## Excerpted records

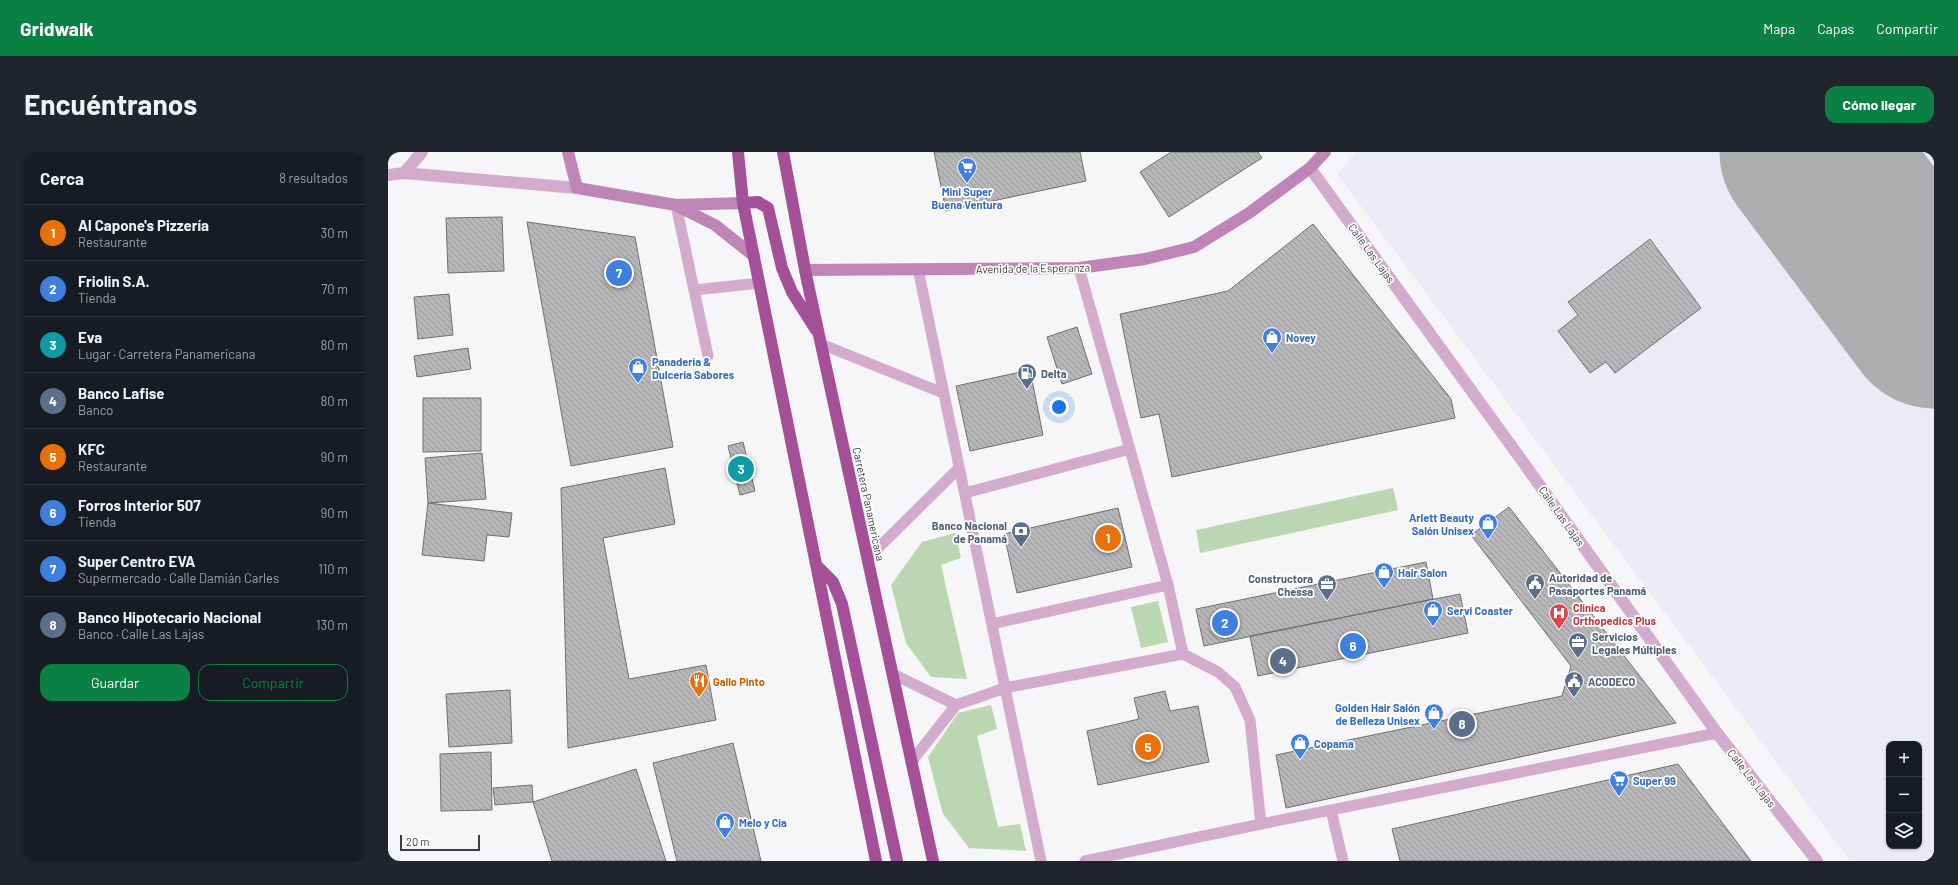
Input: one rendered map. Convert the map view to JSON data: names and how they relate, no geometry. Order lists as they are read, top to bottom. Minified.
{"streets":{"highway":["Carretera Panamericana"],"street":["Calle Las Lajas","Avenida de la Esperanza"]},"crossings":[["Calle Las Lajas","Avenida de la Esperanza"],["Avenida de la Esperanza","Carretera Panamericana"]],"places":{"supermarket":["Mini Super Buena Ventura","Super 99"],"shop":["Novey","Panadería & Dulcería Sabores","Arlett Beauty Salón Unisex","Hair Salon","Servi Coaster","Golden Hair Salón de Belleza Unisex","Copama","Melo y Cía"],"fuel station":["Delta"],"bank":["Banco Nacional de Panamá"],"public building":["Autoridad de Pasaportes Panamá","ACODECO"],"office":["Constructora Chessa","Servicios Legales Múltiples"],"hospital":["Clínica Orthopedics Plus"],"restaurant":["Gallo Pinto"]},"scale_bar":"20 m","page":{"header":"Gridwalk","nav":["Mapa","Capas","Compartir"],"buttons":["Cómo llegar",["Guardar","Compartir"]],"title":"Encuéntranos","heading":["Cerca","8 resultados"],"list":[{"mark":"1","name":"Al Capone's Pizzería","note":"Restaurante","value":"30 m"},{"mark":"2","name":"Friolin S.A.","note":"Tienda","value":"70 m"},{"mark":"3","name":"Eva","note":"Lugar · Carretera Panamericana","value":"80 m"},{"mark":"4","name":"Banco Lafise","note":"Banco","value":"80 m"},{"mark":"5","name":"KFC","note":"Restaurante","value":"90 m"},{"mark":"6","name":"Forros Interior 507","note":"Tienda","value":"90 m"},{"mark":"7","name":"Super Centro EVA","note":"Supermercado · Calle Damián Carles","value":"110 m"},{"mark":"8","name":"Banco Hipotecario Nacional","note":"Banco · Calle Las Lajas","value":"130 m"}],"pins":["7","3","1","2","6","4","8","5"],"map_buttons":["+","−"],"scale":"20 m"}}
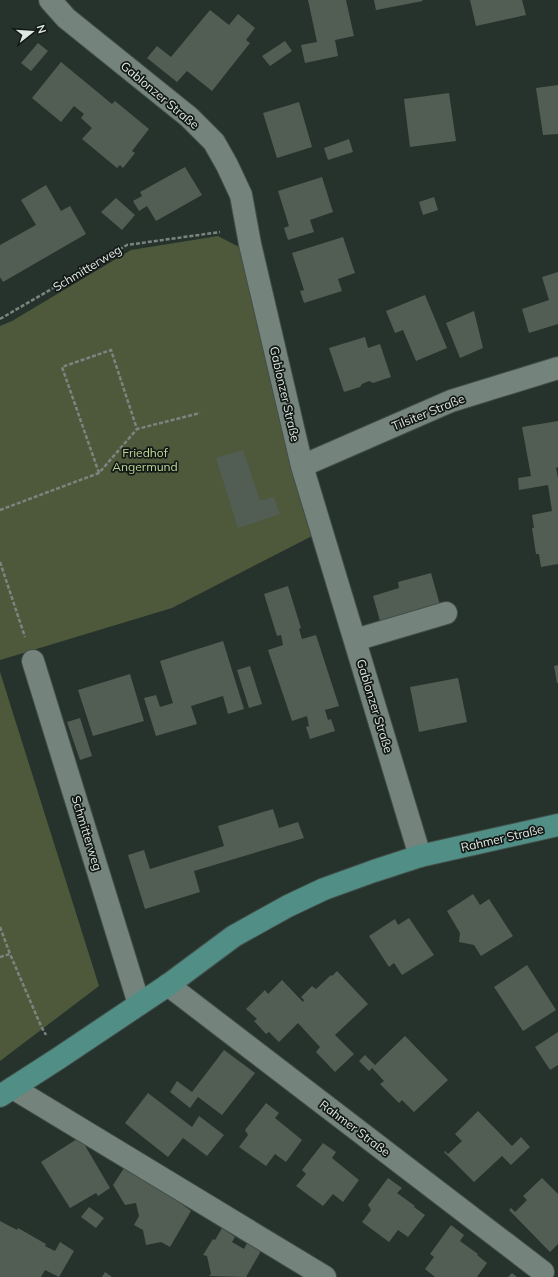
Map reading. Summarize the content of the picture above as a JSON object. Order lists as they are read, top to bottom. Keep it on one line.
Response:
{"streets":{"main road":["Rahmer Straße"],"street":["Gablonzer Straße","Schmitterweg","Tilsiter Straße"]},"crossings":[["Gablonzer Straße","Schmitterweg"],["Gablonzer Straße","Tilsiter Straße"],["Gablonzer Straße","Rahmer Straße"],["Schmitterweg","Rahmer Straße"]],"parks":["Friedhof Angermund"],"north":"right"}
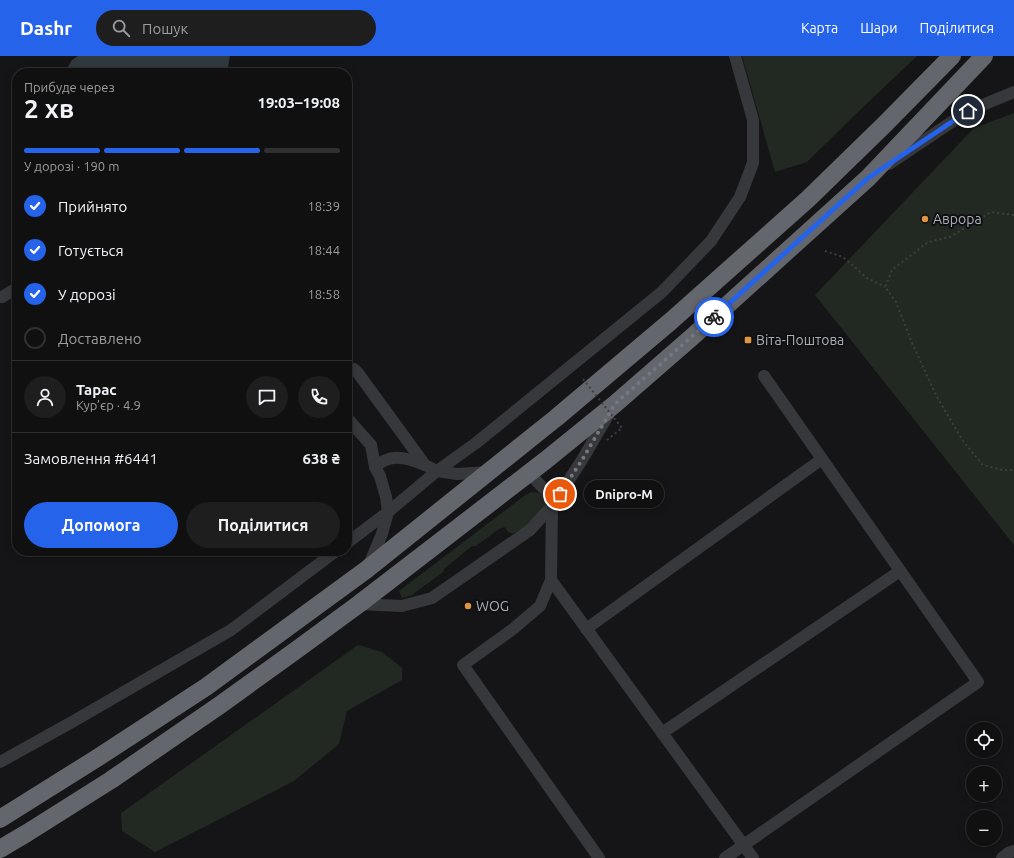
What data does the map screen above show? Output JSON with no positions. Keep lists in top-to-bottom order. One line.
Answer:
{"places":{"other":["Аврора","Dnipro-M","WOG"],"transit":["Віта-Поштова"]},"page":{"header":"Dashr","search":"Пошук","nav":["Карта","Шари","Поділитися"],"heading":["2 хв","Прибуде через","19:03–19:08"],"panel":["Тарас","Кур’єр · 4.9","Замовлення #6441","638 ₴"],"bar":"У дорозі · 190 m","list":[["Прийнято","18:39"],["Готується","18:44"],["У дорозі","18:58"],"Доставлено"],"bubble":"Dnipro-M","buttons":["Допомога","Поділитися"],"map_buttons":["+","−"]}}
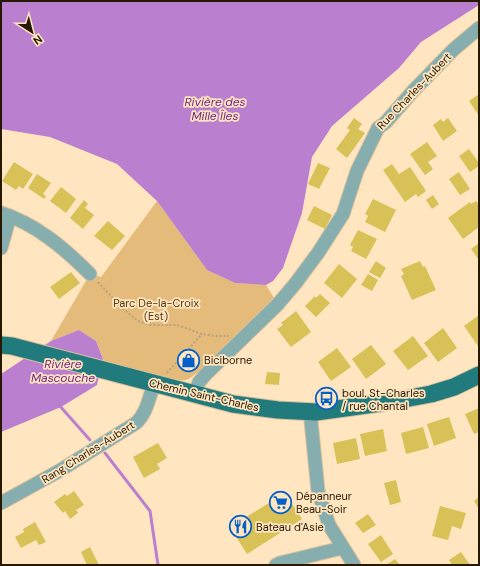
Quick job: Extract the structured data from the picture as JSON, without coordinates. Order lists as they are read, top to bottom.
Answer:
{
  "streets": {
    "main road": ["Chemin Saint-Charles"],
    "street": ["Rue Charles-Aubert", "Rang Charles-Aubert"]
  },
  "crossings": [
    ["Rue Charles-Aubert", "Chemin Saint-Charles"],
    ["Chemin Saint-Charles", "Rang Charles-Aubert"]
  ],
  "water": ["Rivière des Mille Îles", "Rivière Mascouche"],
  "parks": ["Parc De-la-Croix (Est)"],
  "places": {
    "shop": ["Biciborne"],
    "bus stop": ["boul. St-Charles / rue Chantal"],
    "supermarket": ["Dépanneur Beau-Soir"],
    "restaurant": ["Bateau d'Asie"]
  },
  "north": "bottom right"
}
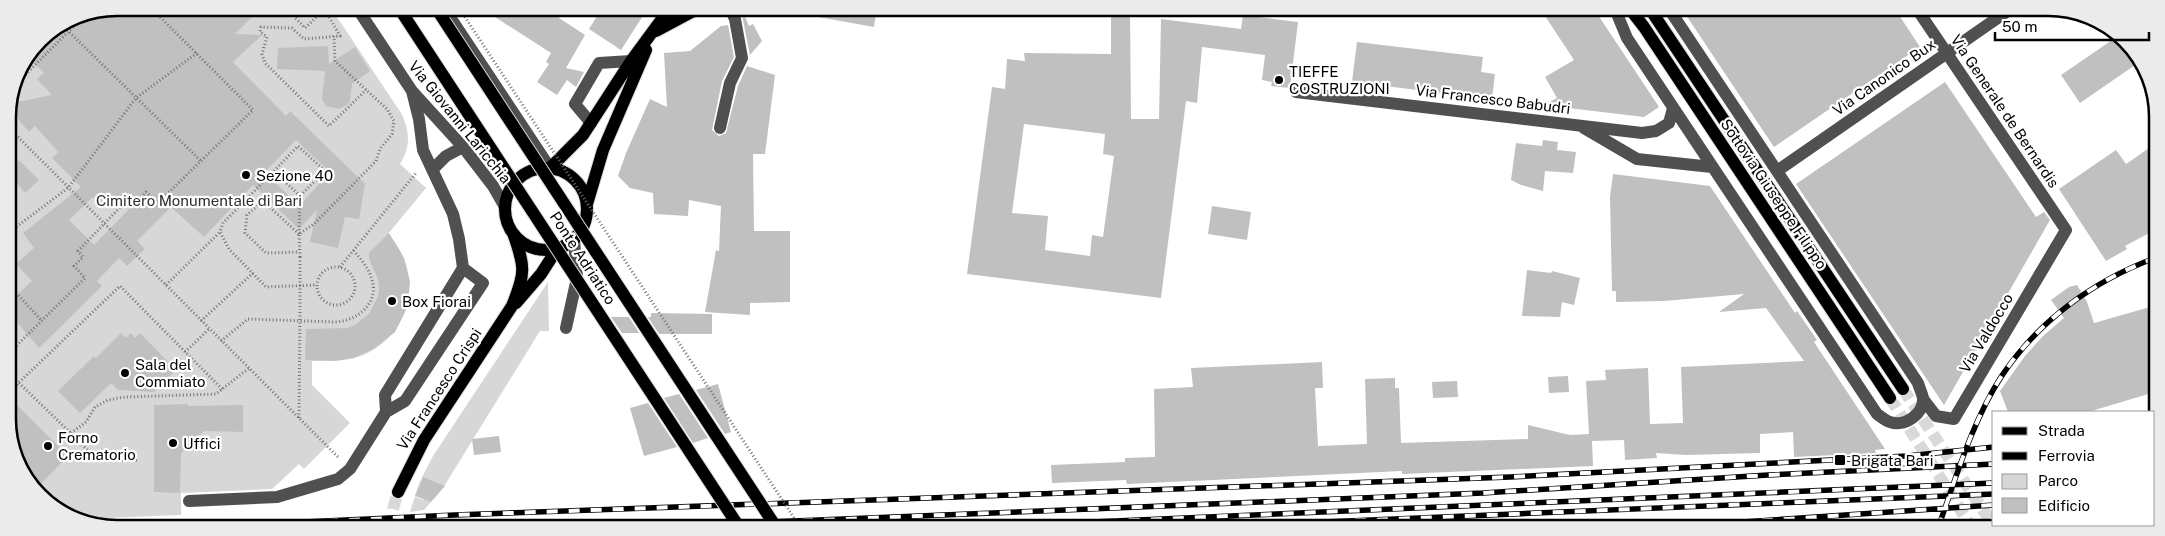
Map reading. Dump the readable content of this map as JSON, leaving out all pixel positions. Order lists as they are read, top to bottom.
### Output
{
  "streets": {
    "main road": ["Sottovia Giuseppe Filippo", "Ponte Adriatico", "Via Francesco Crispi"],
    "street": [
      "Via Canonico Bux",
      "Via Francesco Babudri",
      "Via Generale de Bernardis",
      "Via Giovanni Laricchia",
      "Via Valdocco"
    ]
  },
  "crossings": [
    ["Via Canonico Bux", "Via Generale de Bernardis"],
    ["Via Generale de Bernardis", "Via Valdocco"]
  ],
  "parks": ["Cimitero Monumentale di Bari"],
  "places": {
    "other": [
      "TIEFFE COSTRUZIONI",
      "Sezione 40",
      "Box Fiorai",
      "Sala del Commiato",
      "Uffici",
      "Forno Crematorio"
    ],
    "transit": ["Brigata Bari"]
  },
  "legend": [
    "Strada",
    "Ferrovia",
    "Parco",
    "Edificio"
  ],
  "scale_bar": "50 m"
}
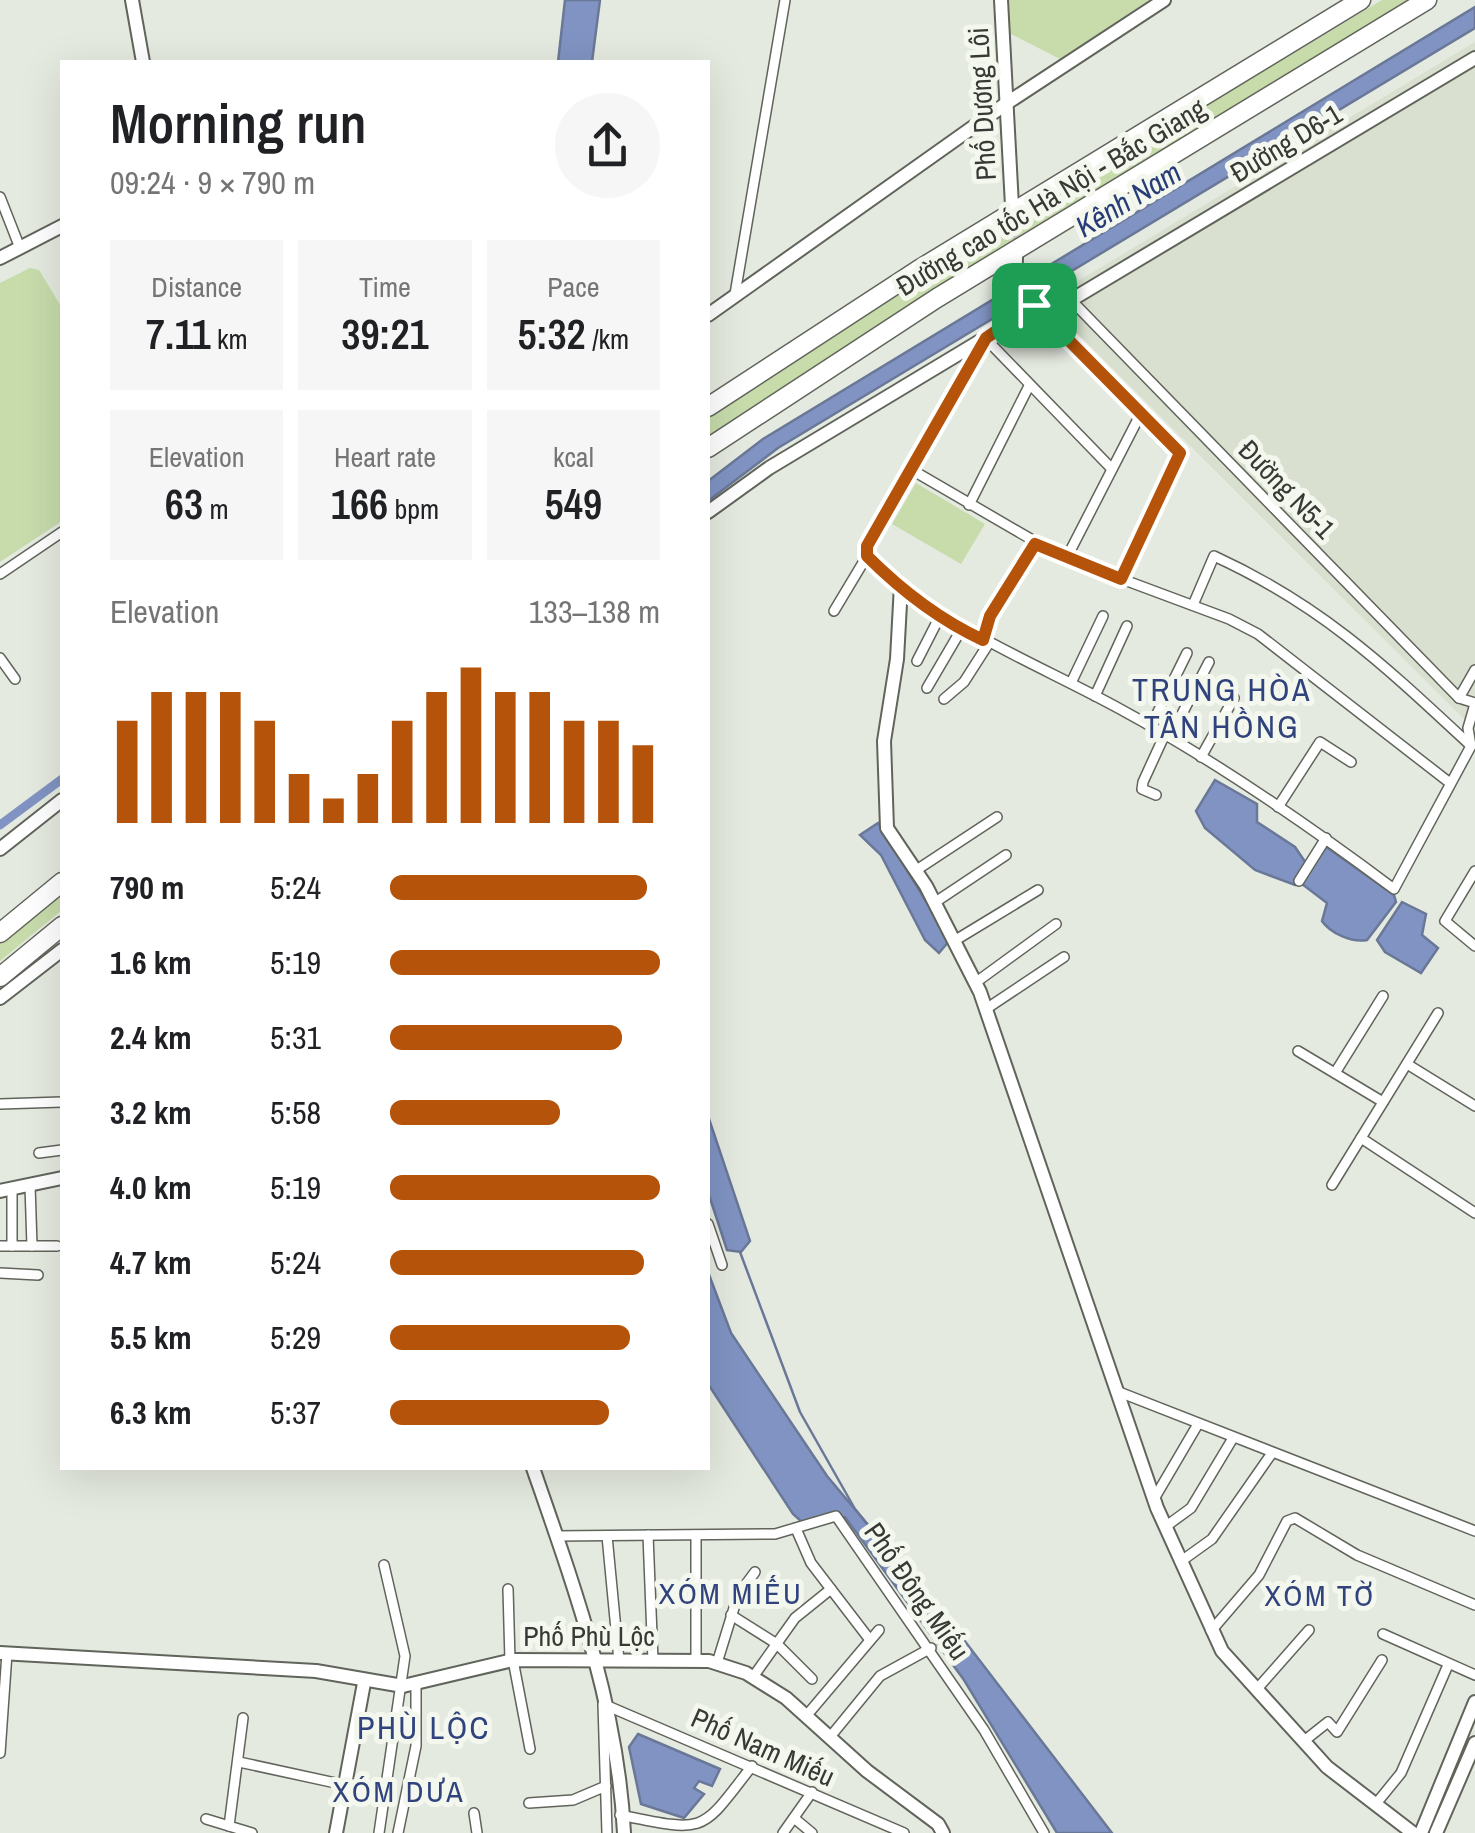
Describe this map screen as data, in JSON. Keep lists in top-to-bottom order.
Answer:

## Exercise details
Using the material above, return each line in which the word "reading" occurs.

## Result of this task
Map reading. Summarize the content of the picture above as a JSON object. Order lists as they are read, top to bottom. Keep it on one line.
Map reading. Dump the readable content of this map as JSON, leaving out all pixel positions. Order lists as they are read, top to bottom.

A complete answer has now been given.